Sunday, April 18, 2010

Do celebrities die in threes?

Check out purple line on the left in the plot above, which shows the arrangement throughout the year of the dates of death of some of the celebrities who died in 2009. It kind of looks like the deaths are bunched together. Then look to the right. Those are randomly generated death dates, which, because human brains like to see patterns, also look like there is some clustering.

It seems like every time two celebrities die, there is speculation about who will be the third, as though two celebrity deaths necessarily means a third is on its way. Although it would be nice to wait to post this until this old superstition gets dug up again when two celebrities die in close time proximity, it will certainly happen again and probably soon.

An ideal time to have posted this would have been in June of last year when Michael Jackson and Farrah Fawcett died on the same day, the 25th, and the internets were a-twitter with talk of this old wives' tail. Depending on how you count it, this supposed death troika was rounded out by Ed McMahon (the 23rd) or Billy Mays (the 28th). Although lots of other people have posted about the invalidity of this superstition, I have yet to see any plots depicting the statistical insignificance of this event. And, as I learned in 2nd grade when I failed to actually show that I had indeed mentally carried that 1, the policy is no work, no credit. So, here we go for full points, please...

In order to do any sort of testing, we have to define what it means to "die in threes." Seriously, what does that mean? It isn't enough that they die in clusters of any size, in which case, I would probably be talking about self-exciting processes... yes, I did just throw that in so I could say "self-exciting processes." No, the superstition is specifically that they die in threes.

What I propose as a definition of this is that for any three deaths to count as a triple, the time from the first death to the last death in this set must be less than or equal to the time elapsed from the last event prior to the triple, and it must also be less than or equal to the time until the next death succeeding the triple. The three deaths have to be separated in time from the other deaths.

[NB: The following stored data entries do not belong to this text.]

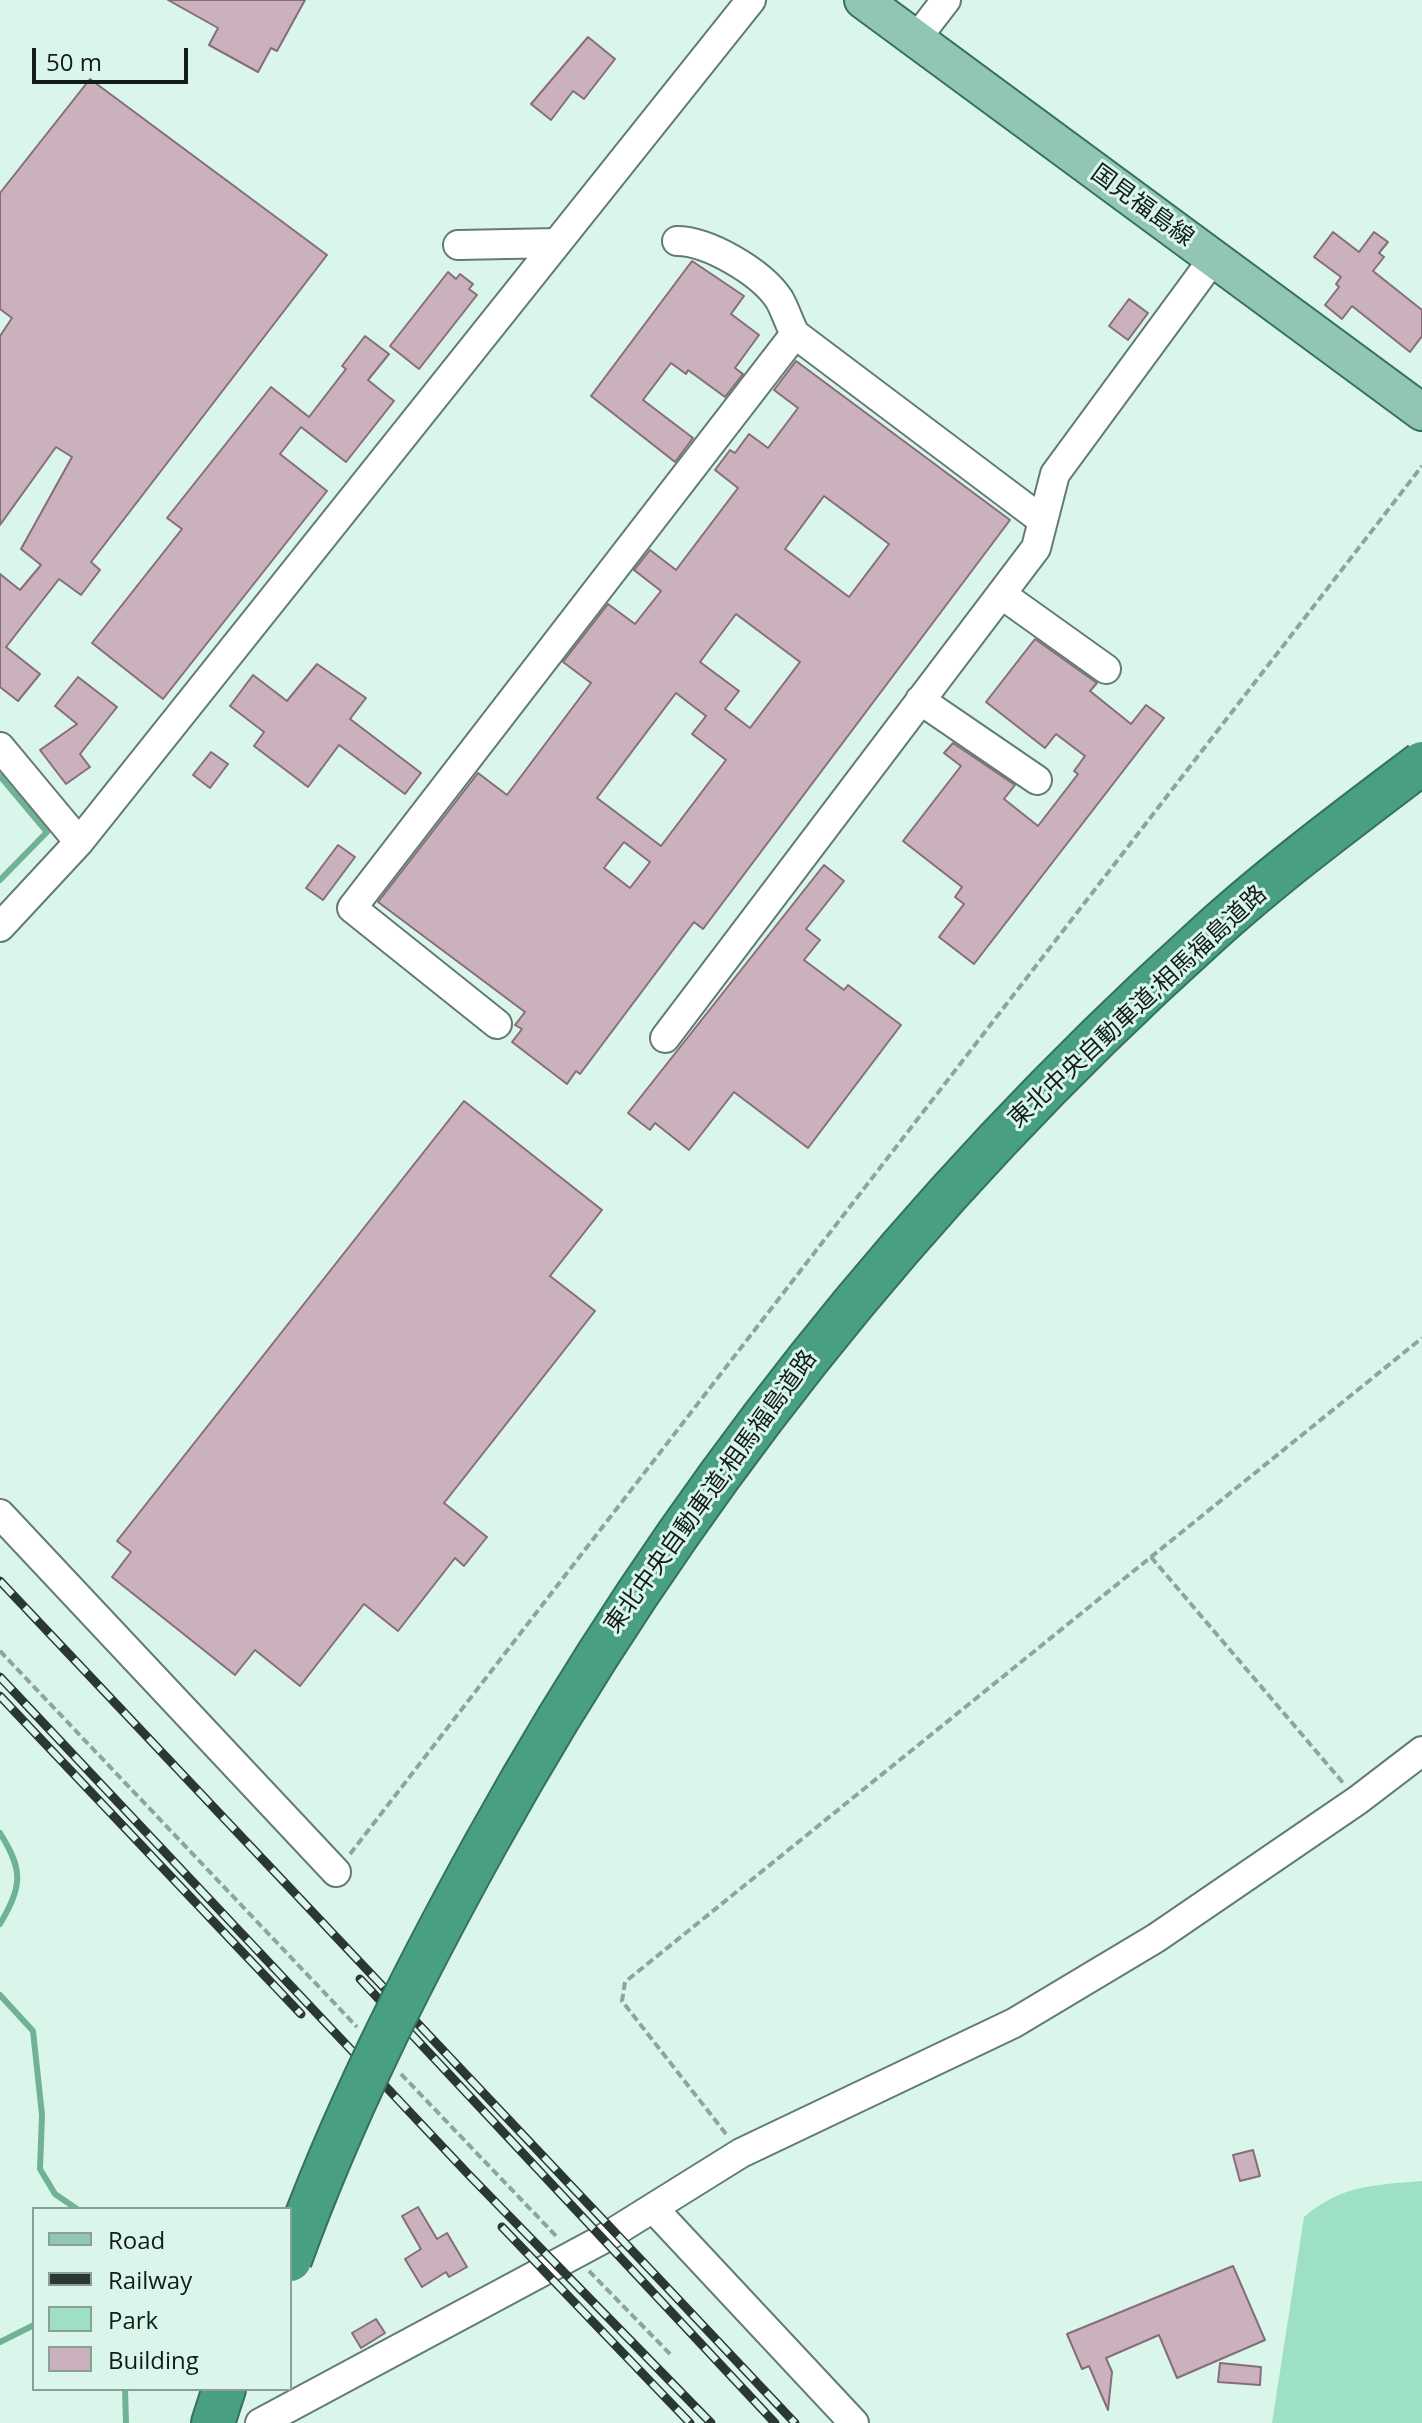 <!DOCTYPE html>
<html>
<head>
<meta charset="utf-8">
<style>
  body { margin:0 }
  #map { position:relative; width:1422px; height:2423px; overflow:hidden; background:#daf6ea; font-family:"Open Sans",sans-serif }
  canvas { display:block }
  .legend { position:absolute; left:32px; top:2207px; width:260px; height:184px; box-sizing:border-box; background:#daf6ea; border:2px solid #8a9f96; margin:0; padding:10px 14px; list-style:none; font-size:24px; color:#131d18 }
  .legend li { display:flex; align-items:center; gap:16px; height:40px }
  .legend b { width:40px; border:2px solid #8a9f96 }
  .scale { position:absolute; left:32px; top:48px; width:156px; height:36px; box-sizing:border-box; border:4px solid #131d18; border-top:0; padding-left:10px; font-size:24px; line-height:28px; white-space:nowrap; color:#131d18; -webkit-text-stroke:6px #daf6ea; paint-order:stroke }
</style>
</head>
<body>
<div id="map">
<canvas width="1422" height="2423"></canvas>
<ul class="legend">
<li><b style="height:10px;background:#91c6b3"></b>Road</li>
<li><b style="height:10px;background:#2b3731"></b>Railway</li>
<li><b style="height:22px;background:#9de0c5"></b>Park</li>
<li><b style="height:22px;background:#cbb1bd"></b>Building</li>
</ul>
<div class="scale">50 m</div>
</div>
<script>
const g = document.querySelector('canvas').getContext('2d');
g.lineJoin = 'round';
function paint(path, color) { g.fillStyle = color; g.fill(path, 'evenodd'); }
function stroke(path, color, width, dash) { g.strokeStyle = color; g.lineWidth = width; g.lineCap = dash ? 'butt' : 'round'; g.setLineDash(dash || []); g.stroke(path); }
function drawText(font, color, halo, rows, align = 'center') {
  g.font = font + ' "Open Sans","Noto Sans JP",sans-serif'; g.lineWidth = 6; g.setLineDash([]); g.textBaseline = 'middle'; g.strokeStyle = halo; g.fillStyle = color; for (const [text, x, y, turn = 0] of rows) {
    g.save(); g.translate(x, y); g.rotate((+turn || 0) * Math.PI / 180); g.textAlign = isNaN(turn) ? turn : align; if (halo) g.strokeText(text, 0, 0); g.fillText(text, 0, 0); g.restore();
  }
}
paint(new Path2D(`
  M1422,2181V2423H1272L1304,2217C1341,2185 1375,2185 1422,2181Z`), '#9de0c5');
stroke(new Path2D(`
  M0,776L47,832L0,880
  M0,1833C24,1871 22,1886 0,1924
  M0,1995L33,2031L42,2115L40,2169L55,2194L77,2209
  M0,2342L34,2325
  M125,2389L126,2423`), '#6fb298', 6);
const building = new Path2D(`
  M168,0H305L277,51L271,48L258,72L209,45L218,28Z
  M588,37L615,59L584,99L573,91L551,120L531,104Z
  M90,79L327,255L91,562L100,570L81,595L59,579L6,647L40,674L18,701L0,687V574L20,590L41,565L21,549L72,457L56,447L0,525V336L12,318L0,309V193Z
  M1333,232L1359,252L1374,232L1388,242L1379,253L1384,257L1373,271L1422,310V336L1410,352L1352,306L1342,319L1325,305L1339,287L1336,284L1341,277L1314,257Z
  M692,261L744,296L731,314L759,335L735,368L743,374L725,397L688,370L686,374L671,363L643,400L693,438L675,462L591,396Z
  M448,272L456,279L460,274L473,284L469,289L477,295L419,369L390,346Z
  M1129,299L1148,313L1128,340L1109,326Z
  M365,336L389,354L368,380L394,401L346,462L301,427L280,454L327,491L163,699L92,643L182,529L167,518L271,387L309,417L346,369L342,366Z
  M796,361L1010,520L703,929L694,922L580,1074L576,1071L567,1084L512,1042L522,1029L515,1025L525,1012L378,902L478,773L507,795L591,683L563,662L608,604L635,624L661,591L634,570L650,550L676,570L738,488L715,470L730,450L735,453L749,434L768,448L798,408L774,390ZM824,496L889,544L849,597L785,549ZM736,614L800,662L750,728L725,709L739,691L700,662ZM676,693L706,716L692,734L726,760L661,846L597,798ZM624,842L650,862L630,888L604,868Z
  M1035,639L1097,683L1090,691L1131,724L1146,705L1164,718L974,964L939,937L964,904L955,897L962,887L903,841L961,766L944,753L953,743L1015,785L1004,799L1038,826L1078,774L1074,771L1085,756L1056,734L1045,748L986,702Z
  M317,664L366,698L350,719L421,773L405,794L339,745L308,787L254,746L264,732L230,706L253,675L287,701Z
  M78,677L117,707L80,754L90,767L66,784L40,750L77,724L55,706Z
  M211,752L228,764L210,788L193,775Z
  M338,845L355,857L323,900L306,888Z
  M824,865L844,881L806,929L820,940L804,960L844,990L848,985L901,1025L808,1148L734,1092L689,1150L655,1123L650,1130L628,1113Z
  M464,1101L602,1210L550,1276L595,1311L444,1503L487,1537L464,1566L455,1558L398,1631L364,1604L300,1686L255,1650L235,1675L112,1577L131,1552L117,1541Z
  M1253,2150L1260,2176L1240,2181L1233,2155Z
  M418,2207L437,2239L447,2233L467,2267L449,2277L446,2272L422,2287L405,2259L421,2249L402,2216Z
  M1233,2266L1265,2340L1177,2378L1159,2335L1106,2358L1112,2372L1108,2410L1089,2366L1082,2369L1067,2334Z
  M376,2319L385,2333L361,2348L352,2333Z
  M1220,2363L1261,2367L1260,2385L1218,2382Z`);
paint(building, '#cbb1bd');
stroke(building, '#866e79', 2);
const minor = new Path2D(`
  M916,39L946,0
  M677,241C708,241 761,272 779,299C785,309 789,323 795,334
  M458,245L557,243
  M1001,594L1106,669
  M920,700L1037,780
  M0,747L79,842
  M0,927L79,842L751,0
  M497,1024L352,908L795,334L1042,520
  M665,1038L1036,548L1055,474L1213,259
  M0,1514L336,1872
  M653,2208L854,2423
  M260,2423L603,2239L741,2153L1014,2023L1156,1938L1358,1800L1422,1751`);
const major = new Path2D(`
  M863,0L1422,412`);
const highway = new Path2D(`
  M213,2423L224,2389`);
stroke(minor, '#637c72', 32);
stroke(major, '#35725c', 40);
stroke(highway, '#35725c', 46);
stroke(new Path2D(`
  M1151,1557L1344,1784
  M0,1651L357,2027
  M350,1854L1422,466
  M401,2074L558,2238
  M726,2134L622,2001L625,1982L1422,1338
  M589,2271L671,2355`), '#8fa59b', 4, [8, 4]);
stroke(minor, '#fff', 28);
stroke(major, '#91c6b3', 36);
stroke(highway, '#48a081', 42);
const rail = new Path2D(`
  M0,1581L795,2423
  M0,1677L469,2175L711,2423
  M0,1696L301,2014
  M360,1979L775,2423
  M502,2227L690,2423`);
stroke(rail, '#2b3731', 9);
stroke(rail, '#daf6ea', 6, [18]);
const highwayBridge = new Path2D(`
  M290,2260C342,2116 411,1979 485,1845C675,1501 913,1200 1206,936C1274,874 1348,819 1422,763`);
stroke(highwayBridge, '#35725c', 46, []);
stroke(highwayBridge, '#48a081', 42);
drawText('24px', '#131d18', '#daf6ea', [
  ["国見福島線",1142,206,36],
  ["東北中央自動車道;相馬福島道路",1138,1007,-43],
  ["東北中央自動車道;相馬福島道路",711,1492,-54]
]);
</script>
</body>
</html>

For example, let's consider the {Ed, Michael, Farrah} candidate triple, in which case the time from the first (Ed) to the last (Michael and Farrah.. I'm only counting this down to a resolution of one day) is two days. In order for this to count as a triple, no celebrities could have died within one day of either end of this triple-- there must not have been any celebrity deaths on the 22nd or the 26th. In order for the {Michael, Farrah, Billy} candidate triple to be a triple by this definition, no other celebrities would have died from the 23rd until the 30th.

One other piece that needs defining is who counts as a celebrity. I used this website (and I really do apologize for the lovely anus ad at the top of that), so that I could not be accused of cherry-picking my list of celebrities. You could still make that claim because I removed a few people I did not consider celebrities: children and criminals, for example. I just didn't feel right including a child. And yes, I hand transcribed all of the celebrity deaths in 2009-- that is truly a labor of love.

I calculated that there were 28 triples by my above definition in this data set of the 157 celebrity deaths of 2009. I then randomly generated 10,000 sets of 157 death dates, where the dates are randomly selected (with replacement, of course) over the course of the entire year, and I calculated the number of triples in each of these completely random data sets.

This histogram of the number of triples from each of the randomly generated death dates shows (1) a remarkably normal shape and (2) that 28 triples is a totally reasonable number to have seen if celebrities die at random days in the year. The number of triples last year (the pink line) falls in about the 70th percentile of what we would expect under completely random death dates-- far from anything anyone would consider statistical significance.

One might argue that many of the people on that list are not celebrities. I actually don't know who most of them are. So, I re-ran this simulation, using only the deaths I had heard of. (This should, sadly, sync up pretty nicely with the list of deaths reported on perezhilton, as that is one of my few sources of "news".) A similar histogram to that shown above appears below for the analogous simulation with 23 deaths. Again, nothing spectacularly exciting is going on. We would expect to see this number of clusters under complete randomness.

So, there you have it. You can be the judge, but as far as I'm concerned, I'm convinced. There isn't significant evidence that celebrities die in threes.


  1. Love it. Also, apparently this funny statistic (the count of the number of triples in a random sample of N deaths), is asymptotically normal. Can't say I saw that coming.

  2. You have shattered my world, dear... shattered it. ;)

  3. Manually transcribing all the deaths ? Holy crap girl, I hope Alan does not read your blog ;)

  4. I think you can find some work by Deheuvels who uses empirical process to study the clustering of i.i.d. uniform random variables. I think there is quite a bit of litterature in the math-stat field of empirical process, about that kind of results :)

    See for example the study of the law of uniform spacings:

  5. Sweet, JuJu, thanks!! I'll have a look at that in my copious spare time.. oh wait, writing this crap does imply that there is, in fact, copious spare time.

  6. May I know the reason behind surveying celebrity deaths? Though graphical way used here is quite good but find it little out of context as you are here talking about deaths and unless you are trying to establish some fact no point in displaying it graphically.